Monday, 14 January 2008

Abandoned book: Blood and Guts in High School by Kathy Acker

I am reading 50 cult books this year and this would have been the third but its on the to be swapped pile now!

This is a book first published in 1978 and is an experimental novel. To put it context imagine an 18th century painting of a landowner and his family under a tree. At first glance this is natural but it’s a construct from both the style of the sitting to the painting techniques used to artificially create naturalism. If you deconstruct this then you draw on a range of counter images or techniques. Say having the landowner be a woman and the landscape constructed from dead bodies reflecting the true nature of the power illustrated.

This book is based on post modernist assumptions of deconstructing narrative or form etc to expose the oppressive nature of being a woman defined by men or being in a system then robs individuality- libertarian feminism as it were. One of the approaches that Kathy Acker takes is to take a brutal pornographic view of men and have the women adopt the same view to expose how a feminine romantic view of sex is part of the oppressive suppression of female sexuality.

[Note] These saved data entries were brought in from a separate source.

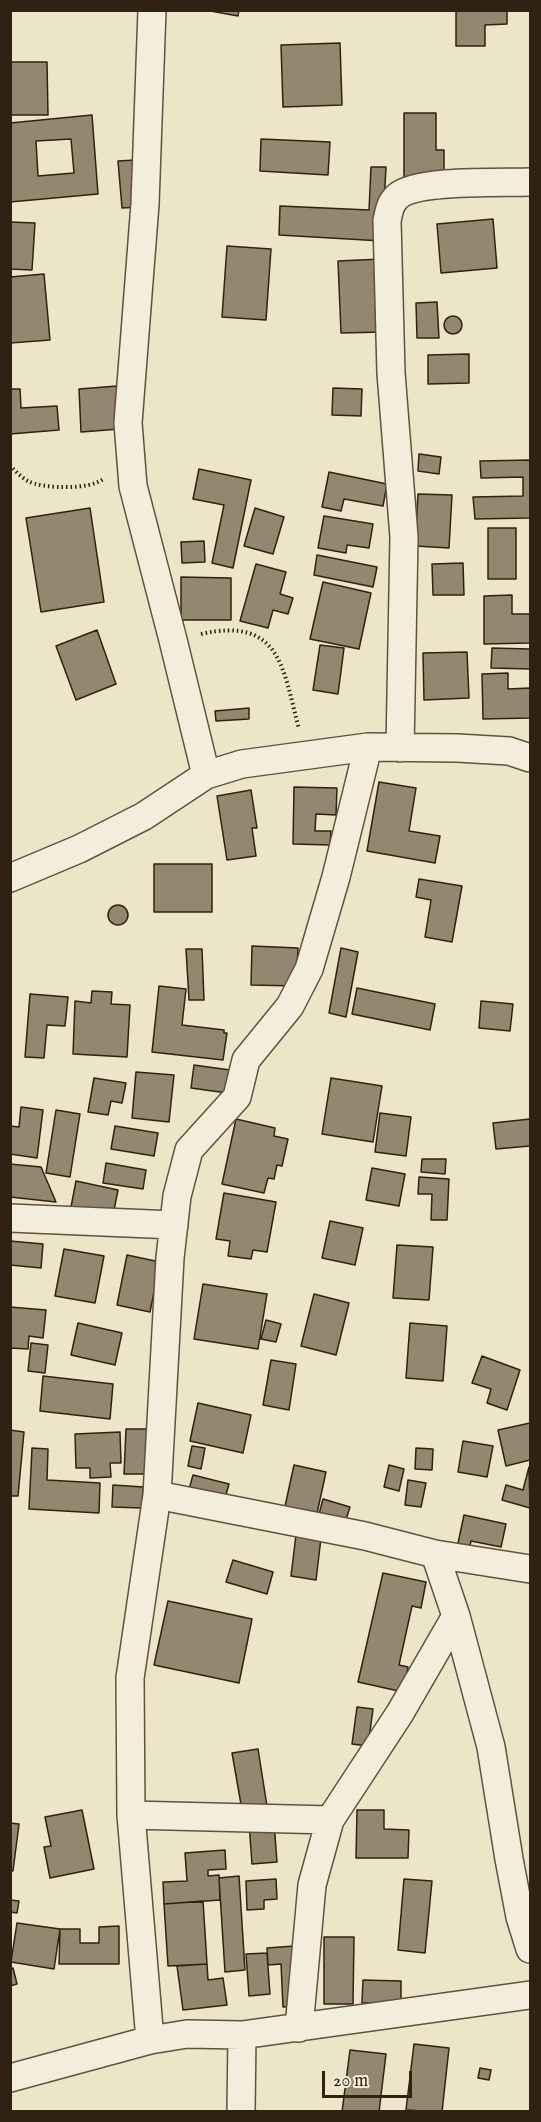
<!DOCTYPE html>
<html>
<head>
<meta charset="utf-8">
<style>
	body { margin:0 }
	#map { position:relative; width:541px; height:2122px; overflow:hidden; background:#ede5c7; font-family:"IM FELL English",serif }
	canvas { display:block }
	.frame { position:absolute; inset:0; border:12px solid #312112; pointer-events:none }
	.scale { position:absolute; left:322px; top:2071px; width:90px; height:27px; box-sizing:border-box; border:3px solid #312112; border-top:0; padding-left:8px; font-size:18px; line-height:21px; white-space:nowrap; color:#312112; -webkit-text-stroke:4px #f3eedb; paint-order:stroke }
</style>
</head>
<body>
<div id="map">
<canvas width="541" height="2122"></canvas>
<div class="frame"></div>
<div class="scale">20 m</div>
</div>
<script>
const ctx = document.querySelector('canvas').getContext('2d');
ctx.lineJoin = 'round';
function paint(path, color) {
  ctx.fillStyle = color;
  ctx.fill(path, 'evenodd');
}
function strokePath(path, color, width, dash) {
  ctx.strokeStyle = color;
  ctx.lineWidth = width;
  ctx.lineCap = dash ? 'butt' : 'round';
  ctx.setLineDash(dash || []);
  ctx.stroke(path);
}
const building = new Path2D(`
	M205 10H239L238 16Z
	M456 10H507V24L485 25V46H456Z
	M340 43 342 105 283 107 281 45Z
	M10 62H47L48 115H10Z
	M404 113H436V150H444V181L404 182Z
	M92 115 98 194 10 202V123ZM71 139 74 173 38 176 36 141Z
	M261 139 330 142 328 175 260 171Z
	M136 160 139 207 122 208 118 161Z
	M371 167H386L382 241 279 235 280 206 369 210Z
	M493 219 497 268 441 273 437 224Z
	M10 222 35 223 32 270 10 269Z
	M227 246 271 249 266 320 222 317Z
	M381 259 383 332 341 333 338 261Z
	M44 274 50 340 10 343V277Z
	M437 302 439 338H417L416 303Z
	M444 325a9 9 0 1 1 18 0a9 9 0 1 1-18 0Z
	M469 354V383L428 384V355Z
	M117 386 120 429 81 432 79 389Z
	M333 388 362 389 361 416 332 415Z
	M10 389H20L21 408 57 406 59 430 10 434Z
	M419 454 441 457 439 474 418 471Z
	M530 460V518L475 519 473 497 523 496V477L481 478 480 461Z
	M199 469 251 480 233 568 212 563 224 505 193 499Z
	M329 472 387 484 383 506 344 499 341 511 322 507Z
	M418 494 452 495 449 548 415 546Z
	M90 508 104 602 41 612 26 518Z
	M255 508 284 517 273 554 244 546Z
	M324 516 373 524 369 548 347 545 346 553 318 548Z
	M488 528H516V579H488Z
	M204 541 205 562 182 563 181 542Z
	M317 555 377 567 373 587 314 575Z
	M463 563 464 595H433L432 564Z
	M256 564 286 572 280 594 293 598 288 614 273 610 268 628 240 621Z
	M181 577 231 578V620H181Z
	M323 582 371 593 359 649 310 639Z
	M512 595V614H530V643L484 644V596Z
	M97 630 116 684 76 700 56 646Z
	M320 645 344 648 338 694 313 690Z
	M492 648 530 649V669L491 668Z
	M467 652 469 698 424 700 423 653Z
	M508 673V689L530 688V718L483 719 482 674Z
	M249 708V719L216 721 215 711Z
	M379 782 416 788 409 831 440 836 435 863 367 851Z
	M294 787 337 788 336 815 316 814 315 831H331L330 845 293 844Z
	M251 790 257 828H252L256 856 227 860 217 796Z
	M154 864H212V912H154Z
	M419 879 462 886 452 942 425 937 431 900 416 897Z
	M108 915a10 10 0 1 1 20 0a10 10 0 1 1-20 0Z
	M252 946 298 948 296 986 251 985Z
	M341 948 358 952 346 1017 329 1013Z
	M186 949H202L204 1000H189Z
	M159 986 186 989 182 1025 224 1030V1033H227L223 1060 152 1052Z
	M357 988 435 1004 430 1030 352 1014Z
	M92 991 112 992 111 1004 130 1005 127 1057 73 1054 75 1001 91 1003Z
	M30 994 68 997 65 1026 47 1025 44 1058 25 1057Z
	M481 1001 513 1004 510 1031 479 1028Z
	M194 1065 230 1070 227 1093 191 1088Z
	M136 1072 174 1075 169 1122 132 1118Z
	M94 1078 126 1083 122 1103 111 1101 108 1115 88 1112Z
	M331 1078 382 1086 373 1142 322 1134Z
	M21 1107 43 1110 37 1158 10 1154V1126L19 1127Z
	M56 1110 80 1114 70 1177 46 1173Z
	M380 1113 411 1117 406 1156 375 1152Z
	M236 1119 275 1128 274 1136 288 1139 282 1166 277 1165 274 1179 268 1178 264 1193 222 1184Z
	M530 1119V1146L496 1149 493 1123Z
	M115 1126 158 1133 154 1156 111 1149Z
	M422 1159H446L445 1174 421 1172Z
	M106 1163 146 1170 143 1189 103 1183Z
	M10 1164 41 1167 56 1202 10 1197Z
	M372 1168 405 1174 399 1206 366 1200Z
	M419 1177 449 1179 447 1220H431L432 1194H418Z
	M76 1181 118 1190 113 1215 71 1207Z
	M224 1193 276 1202 267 1252 253 1250 251 1259 228 1256 230 1241 216 1239Z
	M330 1221 363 1228 355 1265 322 1258Z
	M10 1241 43 1244 41 1268 10 1265Z
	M397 1245 433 1247 429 1300 393 1298Z
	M64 1249 104 1256 95 1303 55 1296Z
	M127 1255 160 1262 150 1312 117 1305Z
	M203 1284 267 1294 258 1349 194 1339Z
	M314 1294 349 1303 336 1355 301 1346Z
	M10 1307 46 1310 43 1338 29 1336 28 1349 10 1348Z
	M266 1320 281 1324 276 1342 261 1339Z
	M78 1323 122 1333 115 1365 71 1355Z
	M410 1323 447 1326 443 1381 406 1378Z
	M31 1343 48 1345 45 1373 28 1371Z
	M482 1356 520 1370 507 1410 487 1403 491 1389 472 1383Z
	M271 1360 296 1364 289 1410 263 1405Z
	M43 1376 113 1384 110 1419 40 1411Z
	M198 1403 251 1415 243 1453 190 1441Z
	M530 1423V1460L506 1466 498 1430Z
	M126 1429H147L145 1474H124Z
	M10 1430 24 1432 18 1496H10Z
	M120 1432 121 1463H110L111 1477 90 1478V1468H76L75 1434Z
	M463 1441 493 1446 487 1477 458 1472Z
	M192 1446 205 1448 201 1469 188 1466Z
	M32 1448 48 1449 47 1480 100 1483 99 1513 29 1509Z
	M416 1448 433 1449 432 1470 415 1469Z
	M294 1465 326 1472 316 1518 284 1511Z
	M389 1465 404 1469 399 1491 384 1487Z
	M529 1467 530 1508 502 1500 506 1485 523 1490Z
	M193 1475 229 1484 224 1502 188 1493Z
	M408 1480 426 1483 421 1507 405 1505Z
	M113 1485 143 1487 142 1508 112 1507Z
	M323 1499 350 1507 344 1526 318 1518Z
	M464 1515 506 1524 501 1547 471 1541 469 1551 457 1548Z
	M296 1535 321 1538 316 1580 291 1576Z
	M233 1560 273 1572 267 1594 226 1582Z
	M383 1573 426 1582 421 1608 412 1606 399 1665 408 1667 403 1692 358 1682Z
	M168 1601 252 1619 239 1683 154 1665Z
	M357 1707 373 1709 368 1746 352 1744Z
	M258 1749 267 1806 242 1810 232 1753Z
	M82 1810 94 1869 50 1878 44 1847 51 1846 45 1817Z
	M357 1810H384V1829L409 1830 408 1858H356Z
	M274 1822 277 1862 252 1864 249 1823Z
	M10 1823 19 1824 13 1871H10Z
	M225 1850 226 1869 208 1870V1876L219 1875 220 1900 164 1904 163 1882 187 1881 185 1853Z
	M239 1876 245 1970 225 1972 219 1878Z
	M276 1879 277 1899 264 1900V1909L247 1910 246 1881Z
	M404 1879 432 1881 425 1953 398 1950Z
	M10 1900 19 1901 17 1913 10 1912Z
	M203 1901 207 1964 168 1966 164 1904Z
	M17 1923 60 1929 54 1969 11 1962Z
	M119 1926V1964H59L60 1929H80V1943H99V1927Z
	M324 1937H354L353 2004H324Z
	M294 1946 297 2006 283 2007 281 1964 268 1965 267 1948Z
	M267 1953 270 1994 249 1996 246 1954Z
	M207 1964 208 1980 223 1978 227 2005 183 2010 177 1966Z
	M13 1968 17 1984 10 1986V1969Z
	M363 1980 401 1981V2003H362Z
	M414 2044 449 2048 442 2112 406 2110Z
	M350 2050 386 2054 379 2112H342Z
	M480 2068 491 2070 489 2080 478 2078Z`);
paint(building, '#938770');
strokePath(building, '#312112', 1.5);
const minor = new Path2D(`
	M152 10 145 204 128 423 133 486 173 640 206 775
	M400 748 404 537 391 373 387 221C389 211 390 203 398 196 418 179 502 183 530 182
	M10 878 79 849 144 816 206 775 242 764 368 747 457 748 509 751 530 758
	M10 1218 174 1225
	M157 1495 365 1536 435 1554 530 1569
	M435 1554 456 1616 491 1747 509 1859 520 1917 530 1949
	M131 1815 330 1820
	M299 2028 312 1885 330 1820 400 1713 456 1616
	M150 2040 131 1815 130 1678 157 1495 170 1258 177 1196 189 1150 237 1097 246 1060 290 1006 309 969 336 877 368 747
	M10 2078 150 2040 187 2034 242 2035 530 1995
	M241 2112 242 2035`);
strokePath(minor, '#60523f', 30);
strokePath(new Path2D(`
	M10 465C15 471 22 478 28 481 42 489 90 490 103 479
	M201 634C281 616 283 669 299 729`), '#312112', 4, [1.5, 3]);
strokePath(minor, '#f3eedb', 27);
</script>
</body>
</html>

The book does not follow the rules of dramatic narrative but is a montage of pastiches, poems, play scenes, pornographic drawings, dreamscapes that are not about telling a story but creating images and feelings that deconstruct the social view of say education, the state, religion etc. The opening few pages are written as a play dialogue with inner monologues between a 10 year old girl and a father who has sex with her. But from the context its not a 10 year old girl(the language and the content is of an older woman) so one reading is that this is a inner monologue along the lines of Transactional Analysis of stern parent and child which reflects how women are infantilised by men.

So why abandon the book? Two reasons, the first is its relentless politics. It’s a book best read by young students who have the advantage of seeing the world in black and white: all men are bastards; your parents *** you up; police are pigs; education is fascism etc. The second is the format whilst containing many powerful nuggets tends to drag and not engage me as it is essentially a series of diverse pieces of writing and drawings thrown together it feels at random. Life is too short…which was first put into print in May 1877, The Morning Oregonian included a story with this opinion:

"Oh I say, drawled Gerard; 'life's too short to be wasted talking about a woman. Let's go and get some beer."